> REQUIREMENT
Write the data out verbatim.

[Collected data]

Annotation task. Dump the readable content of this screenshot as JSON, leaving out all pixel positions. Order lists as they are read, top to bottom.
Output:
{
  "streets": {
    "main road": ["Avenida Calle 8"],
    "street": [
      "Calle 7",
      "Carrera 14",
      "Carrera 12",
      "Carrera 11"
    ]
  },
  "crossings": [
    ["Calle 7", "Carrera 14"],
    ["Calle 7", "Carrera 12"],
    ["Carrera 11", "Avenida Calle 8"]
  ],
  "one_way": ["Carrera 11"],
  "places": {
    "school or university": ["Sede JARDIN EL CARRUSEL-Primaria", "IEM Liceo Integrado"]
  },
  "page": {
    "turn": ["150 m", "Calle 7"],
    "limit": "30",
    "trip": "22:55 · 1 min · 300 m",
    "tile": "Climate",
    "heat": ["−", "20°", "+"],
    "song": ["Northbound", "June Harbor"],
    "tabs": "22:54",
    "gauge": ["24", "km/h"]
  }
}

> TASK ANSWER
Annotation task. Dump the readable content of this screenshot as JSON, leaving out all pixel positions. Order lists as they are read, top to bottom.
Output:
{
  "streets": {
    "main road": ["Avenida Calle 8"],
    "street": [
      "Calle 7",
      "Carrera 14",
      "Carrera 12",
      "Carrera 11"
    ]
  },
  "crossings": [
    ["Calle 7", "Carrera 14"],
    ["Calle 7", "Carrera 12"],
    ["Carrera 11", "Avenida Calle 8"]
  ],
  "one_way": ["Carrera 11"],
  "places": {
    "school or university": ["Sede JARDIN EL CARRUSEL-Primaria", "IEM Liceo Integrado"]
  },
  "page": {
    "turn": ["150 m", "Calle 7"],
    "limit": "30",
    "trip": "22:55 · 1 min · 300 m",
    "tile": "Climate",
    "heat": ["−", "20°", "+"],
    "song": ["Northbound", "June Harbor"],
    "tabs": "22:54",
    "gauge": ["24", "km/h"]
  }
}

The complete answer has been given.